In 1893 the unincorporated hamlet of Miami was created, and with it came its second school, segregated as per Jim Crow Laws for its black population. The school was also located in present-day Coconut Grove. Between 1885 and the arrival of the railroad in 1896, the school board created and ran a total of fifteen different schools around Southern Florida.
Following the 1926 Miami Hurricane, many schools were destroyed. The hurricane ended the 1920s land boom in Miami, and ushered in the great depression to the area long before the actual market crash occurred in 1929. The crash forced many more schools not destroyed by the hurricane to be closed. Beginning in 1930 the school board faced its first overcrowding and funding problems.
In 1939, the original Booker T. Washington Senior High School building opened in what is now the Overtown district. It was the only secondary black high school at the time in South Florida, having students from as far as Broward and Palm Beach counties attending the facilities.
On the morning of September 7 1959, twenty-five African-American students stepped onto the grounds of Orchard Villa Elementary and Air Base Elementary schools officially ending segregation within the school system. By the end of the academic year, nearly half the schools in the county had been desegregated when parents were given the option of enrolling their children in any school in the district, providing the child would have the proper transportation. Despite this law, many schools in Dade County did not become fully integrated until the late 1960s.

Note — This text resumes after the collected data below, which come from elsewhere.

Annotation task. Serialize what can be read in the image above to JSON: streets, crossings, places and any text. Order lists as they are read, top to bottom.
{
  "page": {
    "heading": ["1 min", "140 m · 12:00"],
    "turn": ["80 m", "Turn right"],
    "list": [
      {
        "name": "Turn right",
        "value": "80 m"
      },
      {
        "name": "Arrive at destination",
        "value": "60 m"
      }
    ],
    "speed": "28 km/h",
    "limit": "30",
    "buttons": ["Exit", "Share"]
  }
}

In 1975, school boundaries were created, forcing students to attend the schools located within their area. This law allowed for any student to attend the school located closest to them, regardless of race or ethnicity.
Following Hurricane Andrew in 1992, Dade County was also commended for its quick action at rebuilding and reopening schools. Most schools had reopened within two weeks of the storm, and students that attended schools that had been completely destroyed were quickly displaced with free and efficient bus transportation. The district also used funding from the disaster to redo its entire curriculum, adding music education to elementary schools, and foreign language programs to middle schools. It also opened its first fully funded magnet schools such as Coral Reef High School and Southwood Middle School which do not take in students from surrounding areas, but rather from all over the county based on school performance. The district also re-opened Coral Way Elementary as its first bilingual school, which teaches its curriculum in both English and Spanish.

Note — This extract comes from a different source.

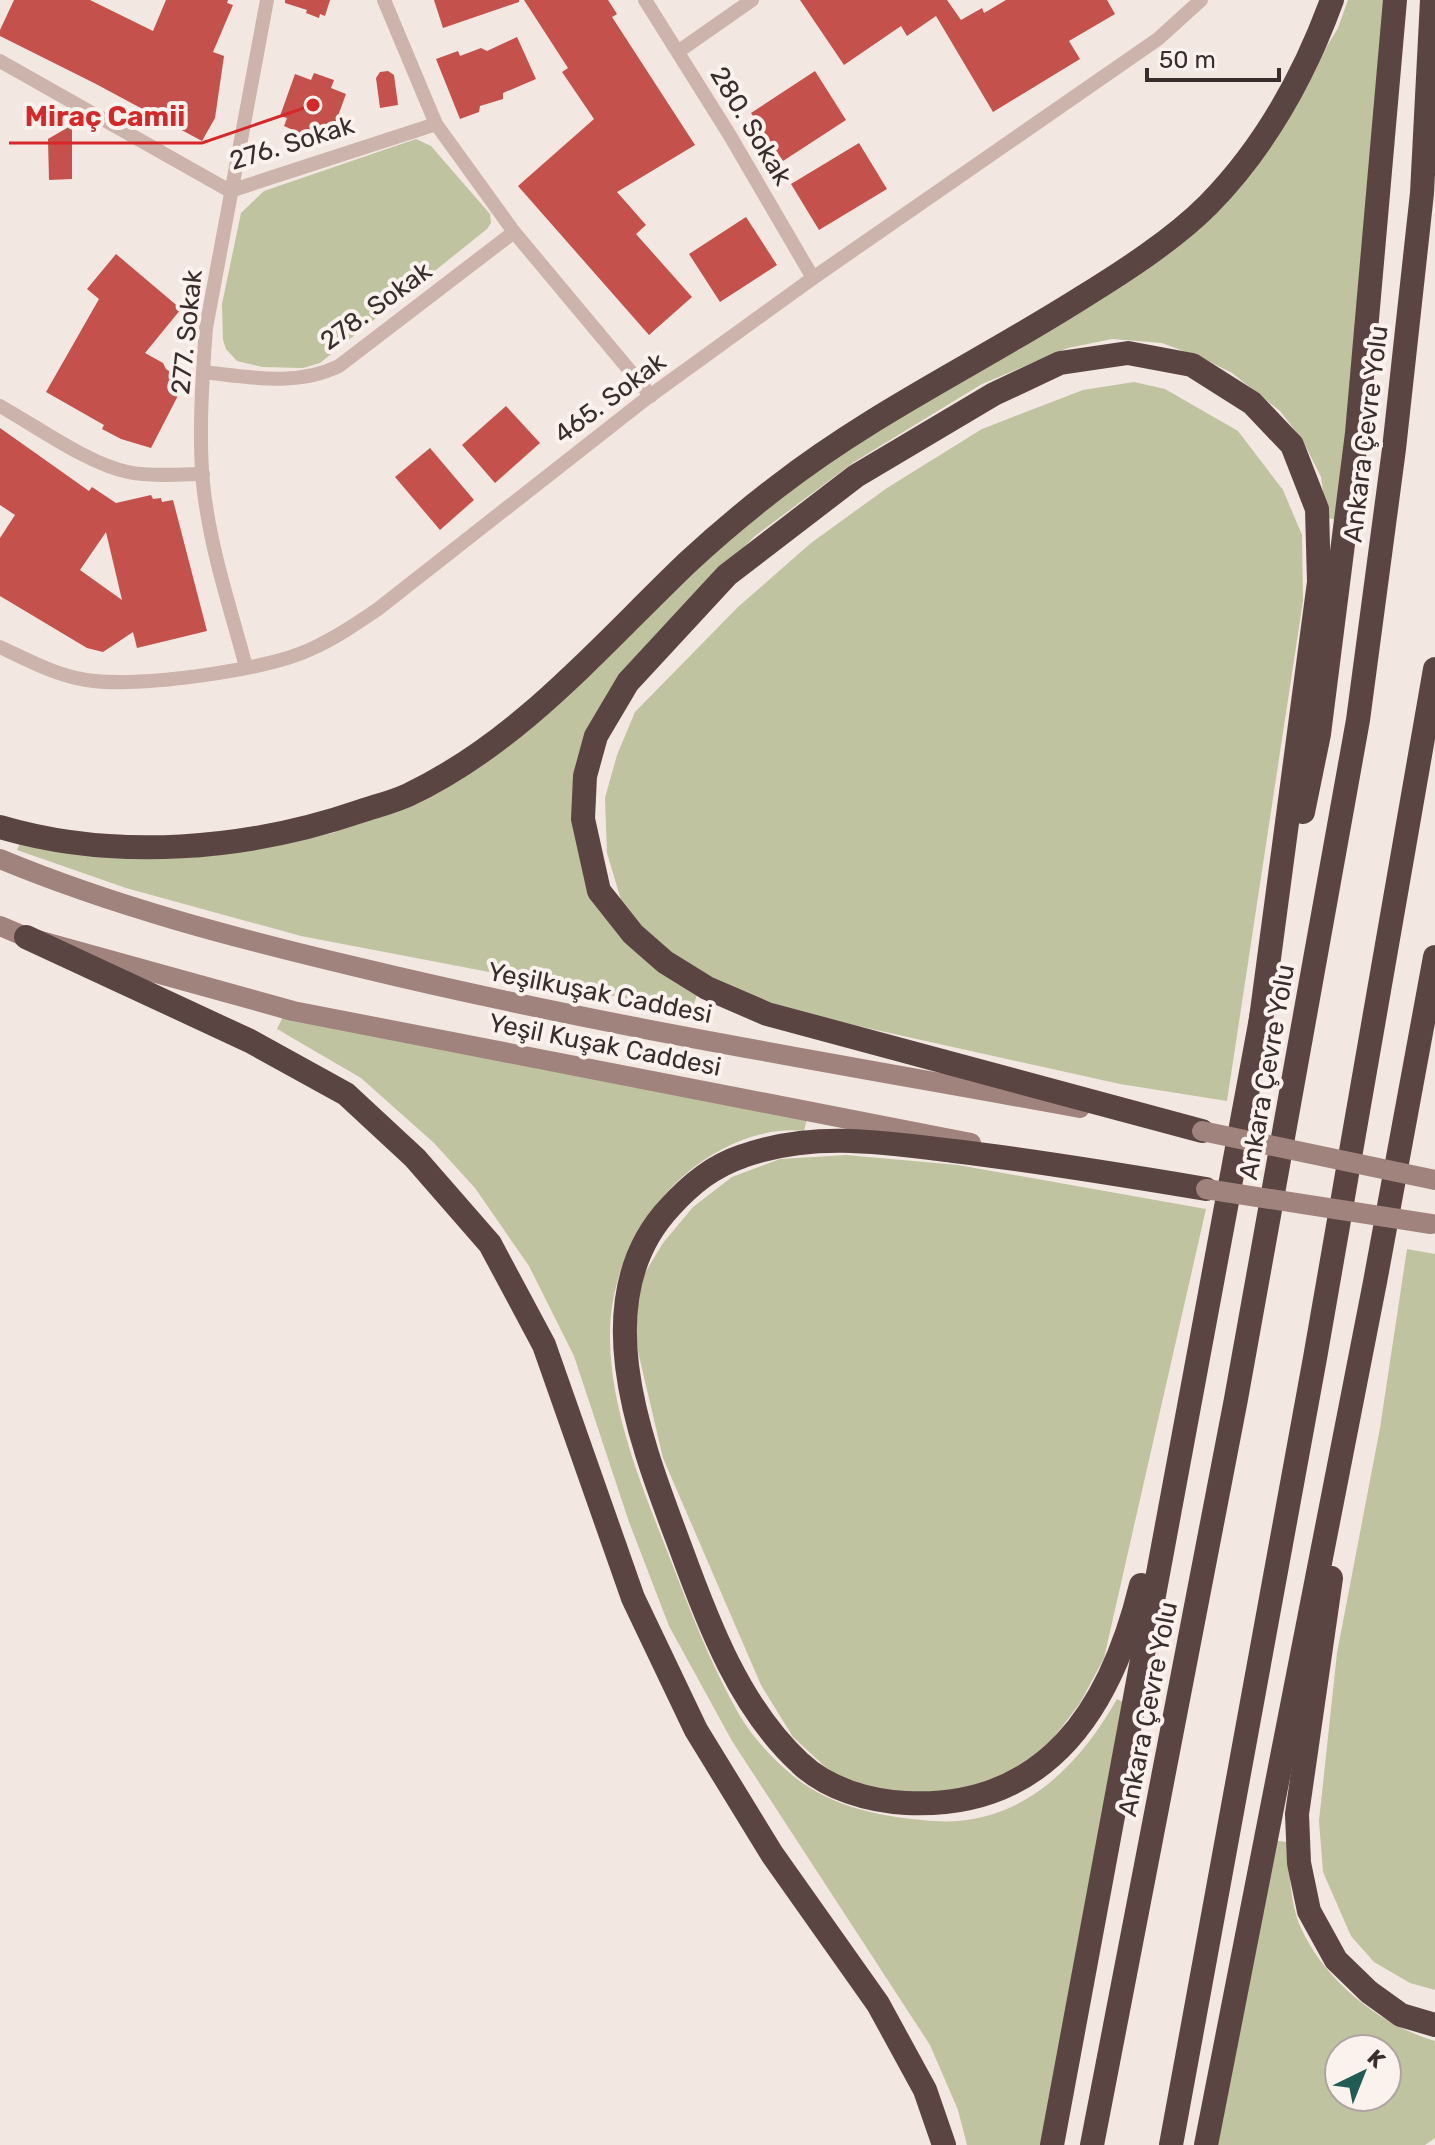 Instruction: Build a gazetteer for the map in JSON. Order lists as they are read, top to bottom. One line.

In 1996, the school board revamped itself under pressure to boost minority representation, expanding from seven to nine members, all elected for the first time from single member districts. Due to this, the number of black members doubled, and the number of Hispanic members quadrupled. The school board also began a new program to create K-8 Centers as a way of relieving overcrowding in middle schools.
In 1997 Dade County formally changed its name to Miami-Dade County, and the school board subsequently changed its name as well.
Beginning in the late 1990s and early 2000s, school population became a problem yet again, with schools such as G. Holmes Braddock High School, Barbara Goleman High School, and Miami Springs High School reaching student populations of over 4,500. The sudden influx in student population has forced the school system to build and open nearly 40 new schools in newly incorporated areas - an ongoing project today. Controversy arose in 1998 when the school board voted to name one of the new high schools, Dr. Michael Krop High School, for sitting school board member Michael Krop.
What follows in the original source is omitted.